The typical expression for this is "born and raised in the party machine" or more simply, "raised in the party machine". That's not to say that terms such as " born and bred" and "reared" couldn't be used.


----------



## pontios (Apr 7, 2022)

cougr said:


> The typical expression for this is "born and raised in the party machine" or more simply, "raised in the party machine".


I was thinking of something like: _"a rearling of the party apparatus"_? ... but it's a bit out there (mid 19th Century English).

where _γέννημα θρέμμα = rearling._


----------



## cougr (Apr 7, 2022)

pontios said:


> ...but it's a bit out there (mid 19th Century English).


Definitely seems that long since I last came across it.


----------



## pontios (Apr 8, 2022)

nickel said:


> Πώς ορίζεται το «παιδί του κομματικού σωλήνα»; Θα έλεγα ως το άτομο που ωριμάζει πολιτικά και γίνεται ευρύτερα γνωστό μέσα από τις δράσεις ενός κόμματος και όχι από την αυτόνομη πορεία του π.χ. στον επαγγελματικό βίο.


(.... why did you dredge up this thread, cougr?) 
"σωλήνα" is sounding more and more like a "bubble" or an echo chamber ... and "παιδί του κομματικού σωλήνα" a "child" or a person who's "grown up" or whose career is taking place and flourishing (perhaps?) in a political bubble, a partisan bubble isolated and out of touch with the real world and the problems that everyday people face.

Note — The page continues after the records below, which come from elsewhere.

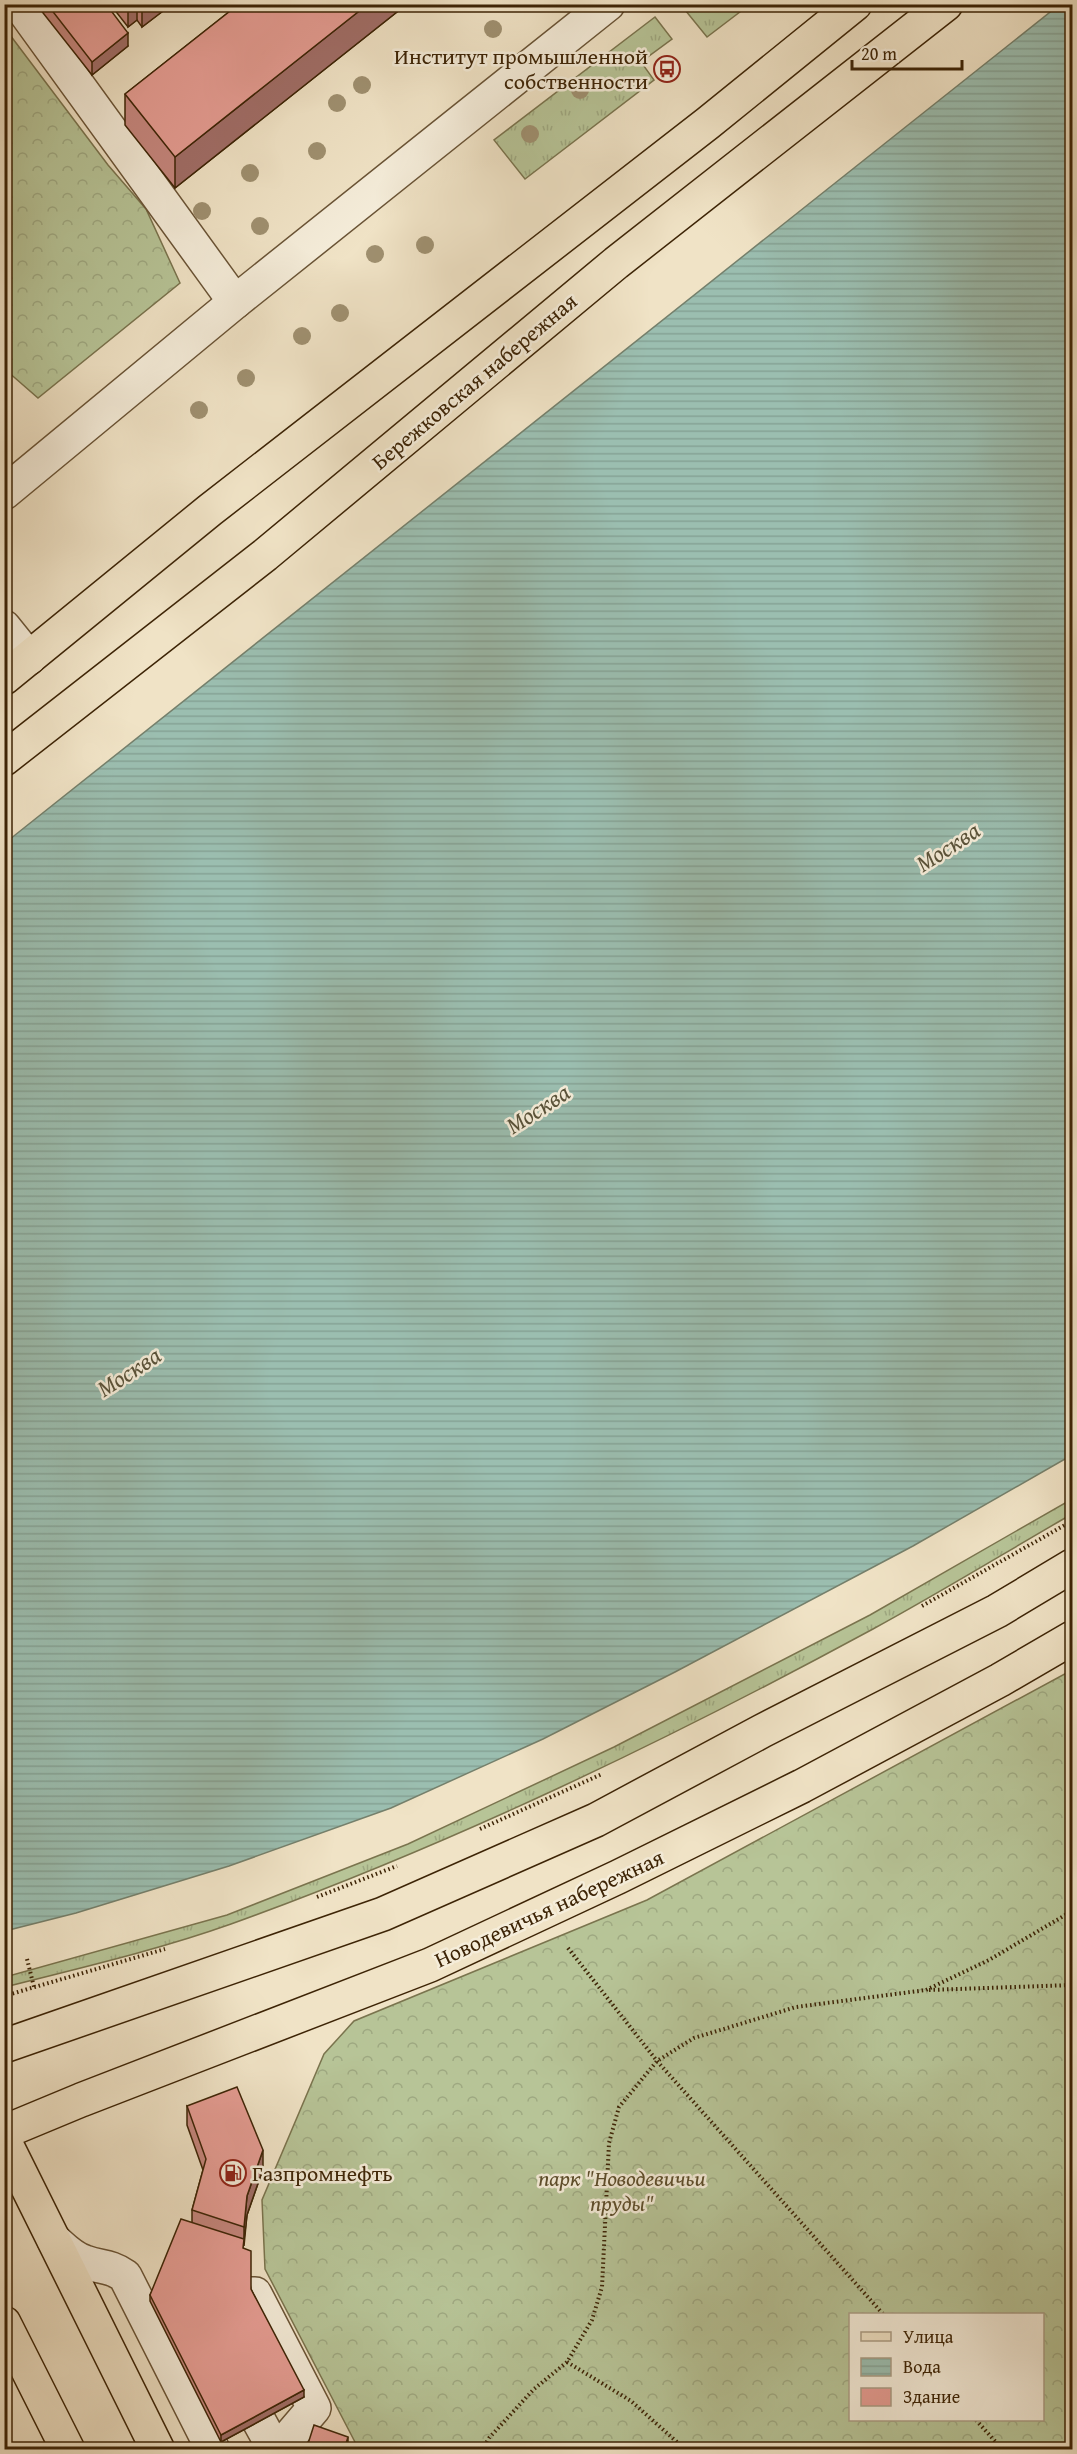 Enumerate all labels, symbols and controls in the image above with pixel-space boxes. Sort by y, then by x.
scale bar [852,33,962,71]
place label: Институт промышленной собственности [394,40,648,97]
text: 20 m [861,40,897,67]
bus stop icon: Институт промышленной собственности [652,54,682,84]
street label: Бережковская набережная [364,285,584,477]
water label: Москва [909,813,987,880]
water label: Москва [499,1075,577,1142]
water label: Москва [90,1338,168,1405]
street label: Новодевичья набережная [429,1841,669,1975]
place label: Газпромнефть [252,2157,393,2189]
fuel station icon: Газпромнефть [218,2158,248,2188]
park label: парк "Новодевичьи пруды" [538,2162,706,2219]
legend [849,2313,1044,2421]
text: Улица [903,2323,954,2350]
text: Вода [903,2353,941,2380]
text: Здание [903,2383,960,2410]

A child of the political bubble or the partisan bubble (I'm thinking of the Seinfeld Bubble Boy episode, as I write this).

A career politician who's out of touch with the voters?


----------



## nickel (Apr 8, 2022)

Στον τίτλο έβαλα το αγγλικό με τη μεγαλύτερη αντιστοιχία και τα περισσότερα ευρήματα σε βιβλία.
a product of the party machine
a product of the party apparatus


----------



## pontios (Apr 8, 2022)

We all agree with the "a product of the party machine/apparatus" (we've all already agreed with this early on) ... but how does this person, this "(end) product" behave? How would we describe and identify this person?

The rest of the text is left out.